"...was the last remnant of the stock in trade of a great Central American agricultural association, formed for building cities, raising the price of land, accommodating emigrants, and improvement generally. On the rich plains of the province of Vera Paz they had established the site of New Liverpool, which only wanted houses and a population to become a city." *
One of the tag-alongs on board was a man of the cloth, who duly asked permission to inflict some rites of passage on the local inhabitants, then predominantly Carib indians. The latter were initially suspicious of this padre, for he was unable to speak a word of Spanish, for them the one true badge of orthodoxy, but in due course "when they saw in him his gown and surplice, with the burning incense, all distrust vanished." More fool them.

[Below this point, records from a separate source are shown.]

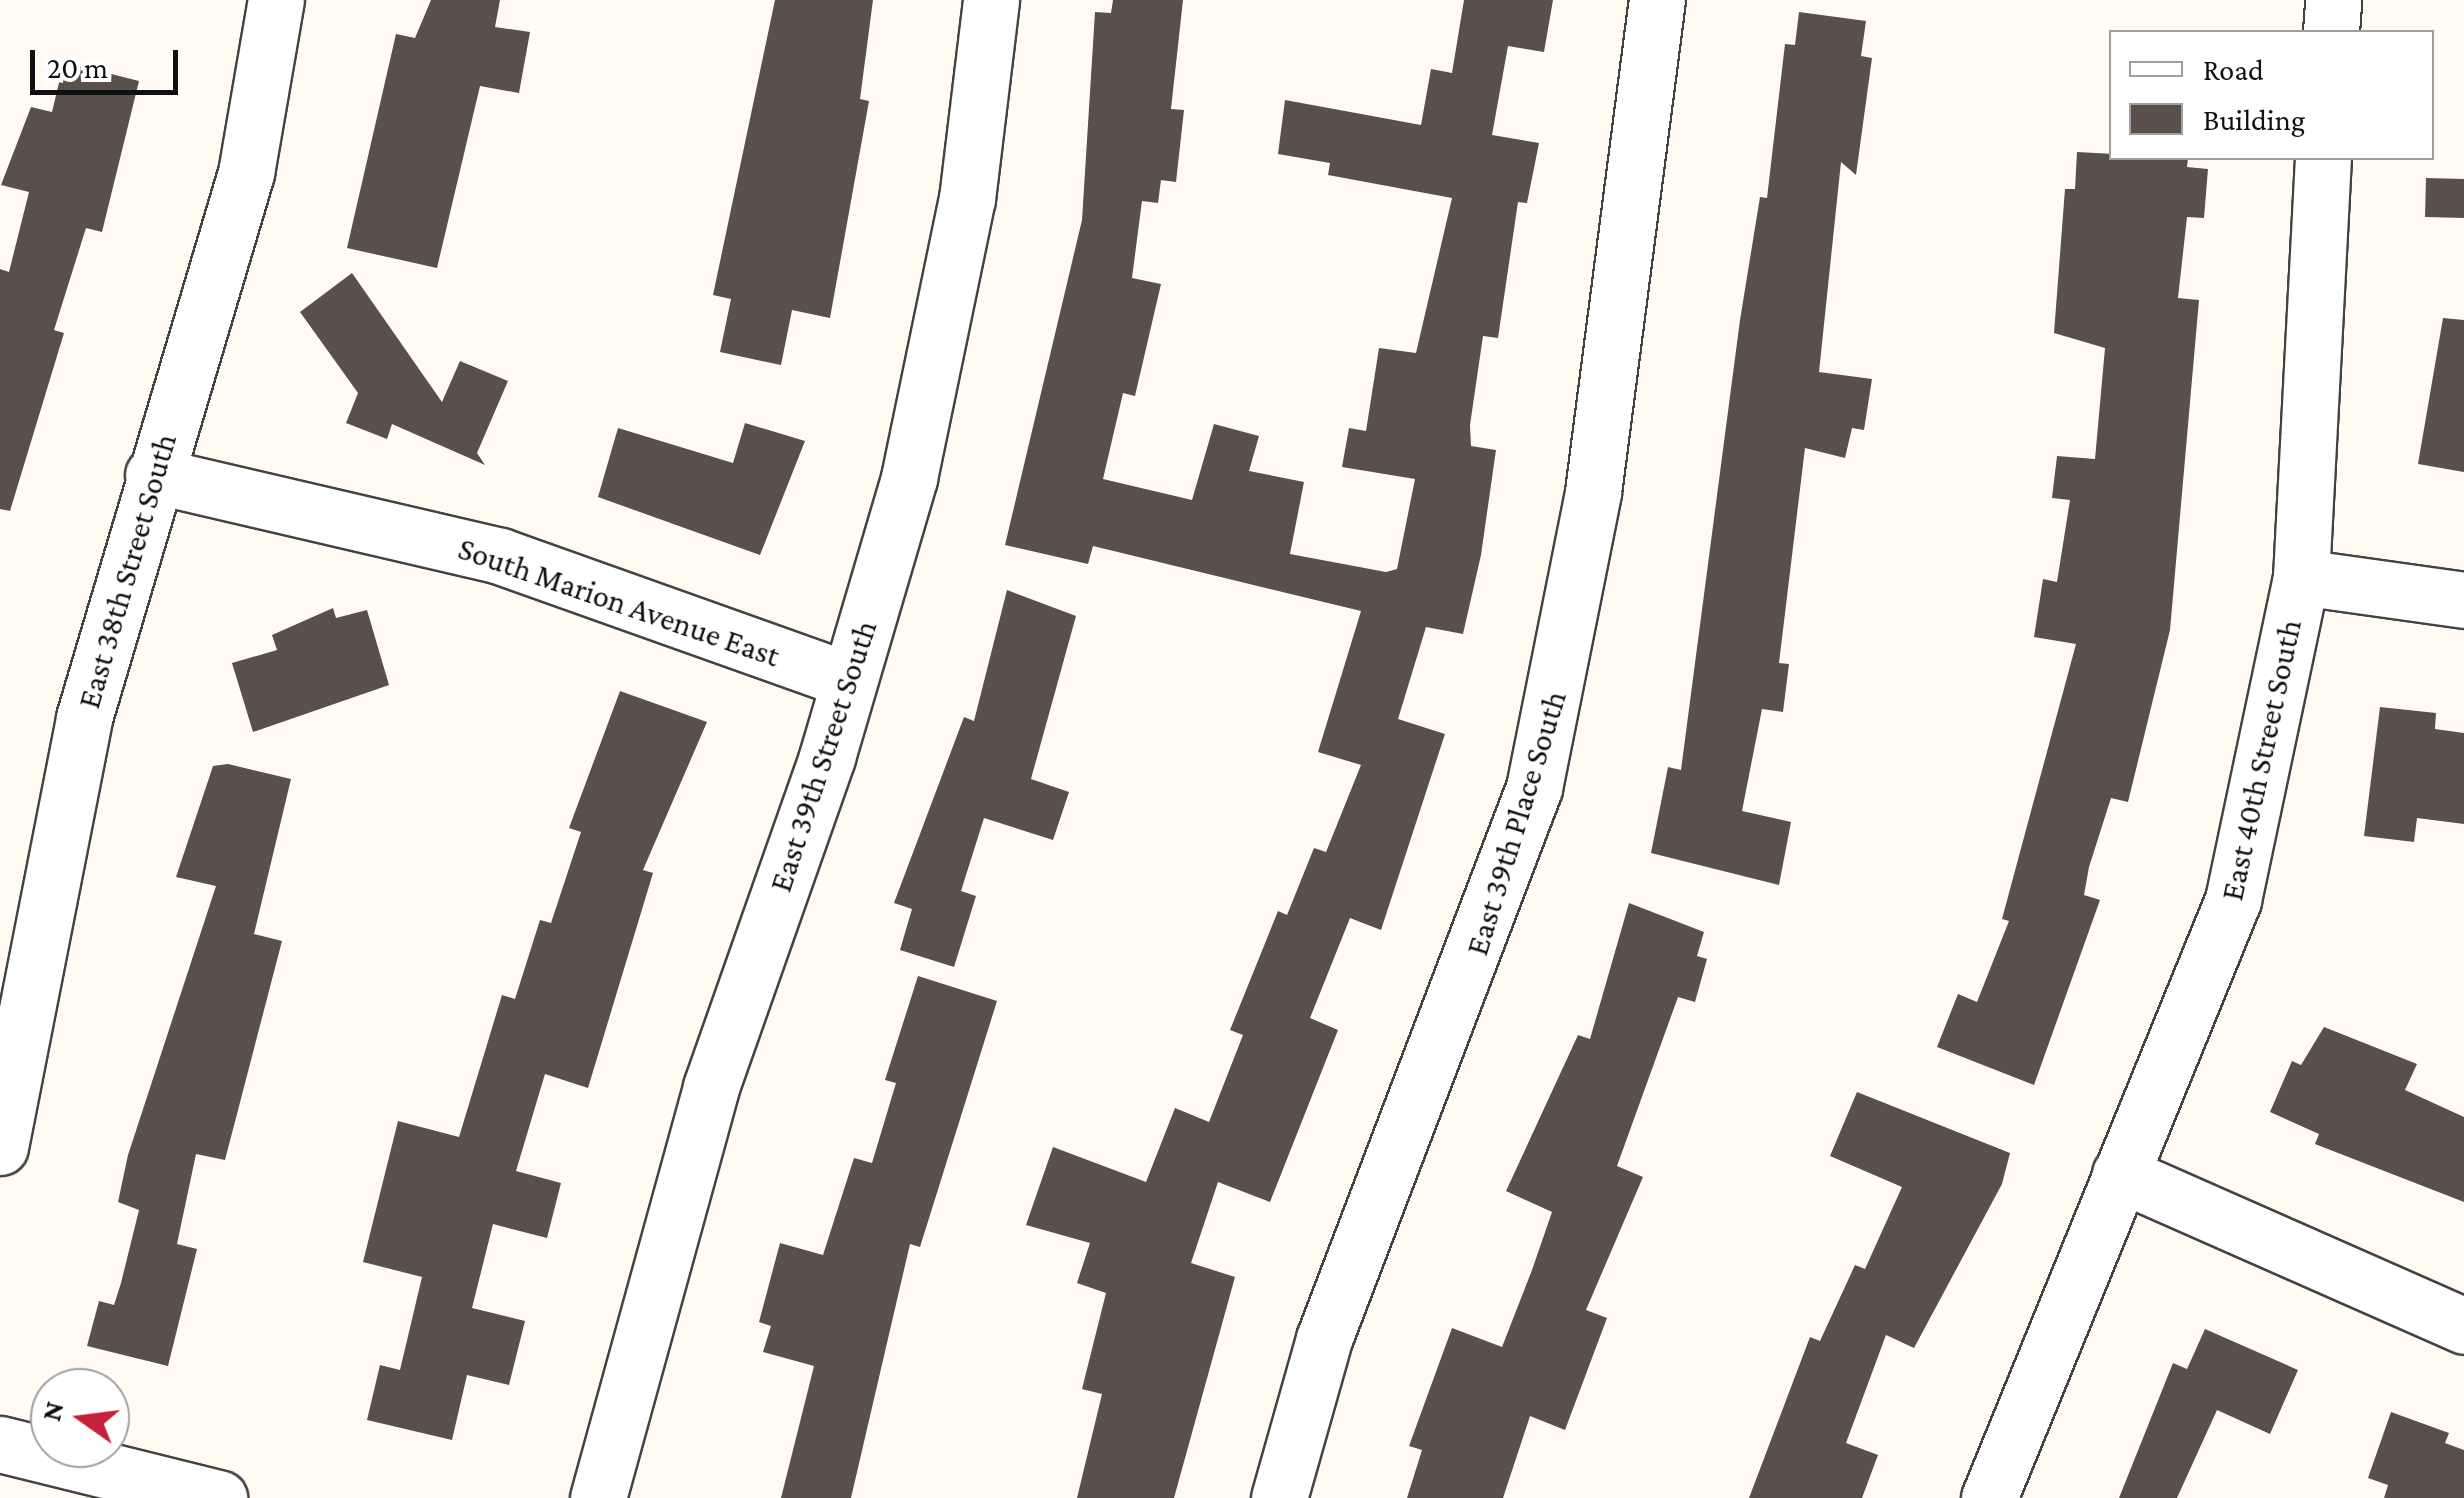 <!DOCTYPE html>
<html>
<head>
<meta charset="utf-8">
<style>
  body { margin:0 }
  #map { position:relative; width:2464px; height:1498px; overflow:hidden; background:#fffbf2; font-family:"Crimson Pro",serif }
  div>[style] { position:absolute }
  .building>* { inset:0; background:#594f4b }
  .roads { filter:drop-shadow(2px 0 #434343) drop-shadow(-2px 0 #434343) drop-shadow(0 2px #434343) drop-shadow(0 -2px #434343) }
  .minor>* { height:55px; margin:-27.5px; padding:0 27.5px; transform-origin:27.5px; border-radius:27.5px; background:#fff }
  span { translate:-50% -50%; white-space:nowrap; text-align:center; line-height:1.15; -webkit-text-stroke:10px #fff; paint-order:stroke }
  .street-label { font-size:32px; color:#101010 }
  .legend { position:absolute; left:2109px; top:30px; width:325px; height:130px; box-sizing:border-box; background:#fff; border:2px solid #9f9f9f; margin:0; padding:12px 18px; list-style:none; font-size:30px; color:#101010 }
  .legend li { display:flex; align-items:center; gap:20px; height:50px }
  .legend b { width:50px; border:2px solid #9f9f9f }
  .north { position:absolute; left:30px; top:1368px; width:100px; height:100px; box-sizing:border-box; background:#fff; border:2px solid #9f9f9f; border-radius:50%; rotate:284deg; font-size:28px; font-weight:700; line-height:40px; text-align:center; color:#101010 }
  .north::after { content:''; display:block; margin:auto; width:35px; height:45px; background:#c72039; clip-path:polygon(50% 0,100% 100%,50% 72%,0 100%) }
  .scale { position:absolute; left:30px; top:50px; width:148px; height:45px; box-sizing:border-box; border:5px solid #101010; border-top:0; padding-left:12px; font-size:30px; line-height:35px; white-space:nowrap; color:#101010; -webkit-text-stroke:8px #fff; paint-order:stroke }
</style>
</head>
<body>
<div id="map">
  <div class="building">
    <i style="clip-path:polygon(431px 0,500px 0,495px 27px,530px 32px,519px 93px,480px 86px,437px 268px,347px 248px,396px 34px,415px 38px)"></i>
    <i style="clip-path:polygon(775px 0,873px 0,860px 99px,869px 101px,830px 318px,792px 310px,781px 365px,720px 352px,731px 299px,713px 295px)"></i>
    <i style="clip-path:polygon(1113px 0,1183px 0,1171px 109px,1184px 110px,1176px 182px,1161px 180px,1158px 203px,1142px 201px,1132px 278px,1161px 284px,1135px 396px,1123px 393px,1103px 479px,1192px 500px,1214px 424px,1259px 436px,1249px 471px,1304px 482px,1290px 554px,1386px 572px,1397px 569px,1415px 479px,1342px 467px,1349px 428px,1366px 431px,1379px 348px,1416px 353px,1452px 198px,1328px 175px,1330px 163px,1278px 154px,1285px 100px,1421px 125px,1431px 69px,1452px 73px,1464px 0,1553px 0,1544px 52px,1508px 46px,1492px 135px,1539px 143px,1527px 203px,1518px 202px,1498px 338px,1483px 336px,1470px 425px,1471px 446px,1496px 450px,1481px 555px,1463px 634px,1426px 627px,1398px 719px,1445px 734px,1381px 930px,1350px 918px,1310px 1018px,1338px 1030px,1270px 1202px,1218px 1182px,1191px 1263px,1235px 1277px,1174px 1498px,1077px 1498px,1102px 1394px,1082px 1389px,1106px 1293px,1077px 1283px,1090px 1243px,1026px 1225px,1053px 1147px,1146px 1182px,1175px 1108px,1209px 1122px,1243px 1035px,1230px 1030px,1278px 911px,1287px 915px,1314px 848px,1326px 852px,1361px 765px,1318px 752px,1361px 611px,1093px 546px,1088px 564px,1005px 545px,1082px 220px,1095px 12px,1111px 13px)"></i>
    <i style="clip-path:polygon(1799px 12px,1866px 21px,1861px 56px,1872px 58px,1856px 175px,1841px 162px,1819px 372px,1872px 379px,1864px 430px,1852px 428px,1845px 458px,1805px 448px,1779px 663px,1789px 664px,1783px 712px,1762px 709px,1742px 811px,1791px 822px,1779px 885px,1651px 853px,1668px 767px,1681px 770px,1740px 320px,1760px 197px,1767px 198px,1785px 44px,1795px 45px)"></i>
    <i style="clip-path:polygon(64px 62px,139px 81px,102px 232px,86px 228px,54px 330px,64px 333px,10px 511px,0 509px,0 269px,9px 272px,29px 192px,1px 185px,31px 107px,52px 112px)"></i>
    <i style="clip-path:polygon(2077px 152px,2188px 158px,2187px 167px,2208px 169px,2204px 218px,2187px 217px,2178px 298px,2199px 300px,2170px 630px,2128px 802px,2111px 798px,2089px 867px,2084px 895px,2100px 900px,2034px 1085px,1937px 1047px,1958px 994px,1977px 1002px,2009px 921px,2002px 919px,2076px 644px,2034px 637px,2043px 579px,2057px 582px,2070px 500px,2052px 498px,2057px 456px,2095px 459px,2105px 348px,2054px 333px,2065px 189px,2075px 189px)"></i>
    <i style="clip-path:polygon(2426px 178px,2464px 179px,2464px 218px,2425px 217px)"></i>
    <i style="clip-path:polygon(352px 273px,442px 402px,460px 361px,508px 381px,477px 453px,485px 465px,392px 424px,387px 439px,346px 423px,358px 393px,300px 312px)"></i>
    <i style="clip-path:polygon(2443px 318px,2464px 320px,2464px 472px,2418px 464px)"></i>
    <i style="clip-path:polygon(745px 423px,805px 441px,760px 555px,598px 497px,618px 428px,733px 463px)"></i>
    <i style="clip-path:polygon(1007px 590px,1076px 616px,1031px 779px,1069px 792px,1053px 840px,984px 818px,961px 891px,976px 896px,954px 967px,900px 950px,912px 909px,894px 903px,964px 717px,974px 721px)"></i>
    <i style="clip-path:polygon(333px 608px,336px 618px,367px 610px,389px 685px,253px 732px,232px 663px,277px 650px,272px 635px)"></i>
    <i style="clip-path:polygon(620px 691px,707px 722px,643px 870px,653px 873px,588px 1088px,545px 1074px,516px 1171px,561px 1183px,547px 1238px,493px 1224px,472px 1308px,525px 1321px,509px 1385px,467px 1375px,452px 1440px,367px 1420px,380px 1365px,400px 1370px,422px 1277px,363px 1262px,398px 1121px,459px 1137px,502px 995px,515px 999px,540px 920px,551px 923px,581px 832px,569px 828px)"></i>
    <i style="clip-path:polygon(2380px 707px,2436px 713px,2435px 729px,2464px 733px,2464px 824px,2417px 818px,2414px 842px,2364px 836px)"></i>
    <i style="clip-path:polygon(228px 764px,291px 779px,254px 934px,282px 941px,225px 1160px,196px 1154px,177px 1244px,197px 1249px,168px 1366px,87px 1346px,99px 1301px,114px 1305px,121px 1283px,139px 1210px,118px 1202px,128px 1155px,216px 886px,176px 877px,213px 766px)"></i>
    <i style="clip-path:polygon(1629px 903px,1704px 932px,1697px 956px,1707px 959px,1695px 1002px,1678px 997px,1617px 1166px,1643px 1177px,1586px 1310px,1607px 1318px,1565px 1430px,1530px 1416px,1503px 1498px,1407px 1498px,1422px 1450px,1409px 1446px,1452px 1328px,1502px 1347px,1532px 1270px,1552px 1212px,1506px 1191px,1578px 1035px,1590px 1039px)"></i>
    <i style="clip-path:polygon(918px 976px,997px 1001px,920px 1247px,910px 1244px,851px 1498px,781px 1498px,814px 1366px,763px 1352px,771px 1326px,759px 1322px,780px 1243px,823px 1255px,854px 1158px,872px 1163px,896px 1083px,885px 1080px)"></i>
    <i style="clip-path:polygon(2324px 1027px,2417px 1064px,2405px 1090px,2464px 1117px,2464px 1202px,2315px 1144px,2319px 1134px,2270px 1112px,2292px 1061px,2301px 1065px)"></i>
    <i style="clip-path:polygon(1857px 1092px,2010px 1153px,2002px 1184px,1914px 1348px,1886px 1335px,1846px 1443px,1878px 1455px,1862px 1498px,1749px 1498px,1810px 1337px,1820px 1341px,1855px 1265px,1865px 1269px,1902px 1187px,1830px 1156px)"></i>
    <i style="clip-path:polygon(2205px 1329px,2298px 1370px,2270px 1434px,2217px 1410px,2177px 1498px,2119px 1498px,2173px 1363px,2187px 1369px)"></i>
    <i style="clip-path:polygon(2391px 1412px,2449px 1433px,2445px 1443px,2464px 1450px,2464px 1498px,2384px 1498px,2388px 1485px,2368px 1478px)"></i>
  </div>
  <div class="roads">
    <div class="minor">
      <i style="left:2331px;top:32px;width:32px;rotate:-86deg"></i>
      <i style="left:153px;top:475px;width:356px;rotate:13.1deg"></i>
      <i style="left:500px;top:556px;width:370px;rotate:19.6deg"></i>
      <i style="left:2301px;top:577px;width:165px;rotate:8deg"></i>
      <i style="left:0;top:1147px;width:437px;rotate:-78.9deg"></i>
      <i style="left:84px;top:718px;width:569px;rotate:-73.45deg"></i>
      <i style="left:246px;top:173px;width:176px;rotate:-80.2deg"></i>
      <i style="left:2120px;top:1174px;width:376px;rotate:23.8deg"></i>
      <i style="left:0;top:1444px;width:226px;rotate:13.9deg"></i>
      <i style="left:598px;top:1498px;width:426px;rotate:-74.6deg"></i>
      <i style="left:711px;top:1087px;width:350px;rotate:-70.6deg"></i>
      <i style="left:827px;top:757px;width:291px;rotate:-73.6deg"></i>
      <i style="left:909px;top:478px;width:285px;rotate:-78.3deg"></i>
      <i style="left:967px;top:199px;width:200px;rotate:-83.1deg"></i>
      <i style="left:1279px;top:1498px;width:165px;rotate:-74.2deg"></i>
      <i style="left:1324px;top:1339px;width:590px;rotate:-69.14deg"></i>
      <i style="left:1534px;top:788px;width:302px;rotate:-78.7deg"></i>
      <i style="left:1593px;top:492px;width:496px;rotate:-82.6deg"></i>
      <i style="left:1989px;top:1498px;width:646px;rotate:-67.8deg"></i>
      <i style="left:2233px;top:900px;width:330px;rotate:-78.1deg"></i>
      <i style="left:2301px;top:577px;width:420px;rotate:-87deg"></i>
    </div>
  </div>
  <div class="street-label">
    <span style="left:127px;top:571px;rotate:-74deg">East 38th Street South</span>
    <span style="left:619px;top:602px;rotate:19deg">South Marion Avenue East</span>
    <span style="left:823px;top:756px;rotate:-72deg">East 39th Street South</span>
    <span style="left:2261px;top:760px;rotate:-78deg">East 40th Street South</span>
    <span style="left:1516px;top:823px;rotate:-73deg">East 39th Place South</span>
  </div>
  <ul class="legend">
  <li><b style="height:12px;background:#fff"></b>Road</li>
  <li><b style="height:28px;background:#594f4b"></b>Building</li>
  </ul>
  <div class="north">N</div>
  <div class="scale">20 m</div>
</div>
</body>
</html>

The opportunities for holy wedlock were thin on the ground because most of PG's menfolk were out and about engaged in fishing and other bread-winning activities, so the main custom of the day presented itself as a long line of women with babes in arms. Stephens ruminates on his own roping-in that day:
"I became godfather to a Carib child; fortunately, its mother was an honest woman, and the father stood by at the time. In all probability I shall never have much to do with its training; and I can only hope that in due season it will multiply the name and make it respectable amongst the Caribs."
* This detail reminded me of a passage I read earlier this week in Jon Lee Anderson's biography of Che Guevara. The soon-to-be-born revolutionary's mother had just eloped with Guevara Lynch to the rather leafy frontier district of Misiones, funding her new husband's dream of owning a Yerba Mate plantation out of her inheritance. There they got about on the Ibera, "a Victorian paddle-wheel steamer that had done prior service carrying British colonials up the Nile." Are you thinking what I'm thinking? How the heck did it get across the pond?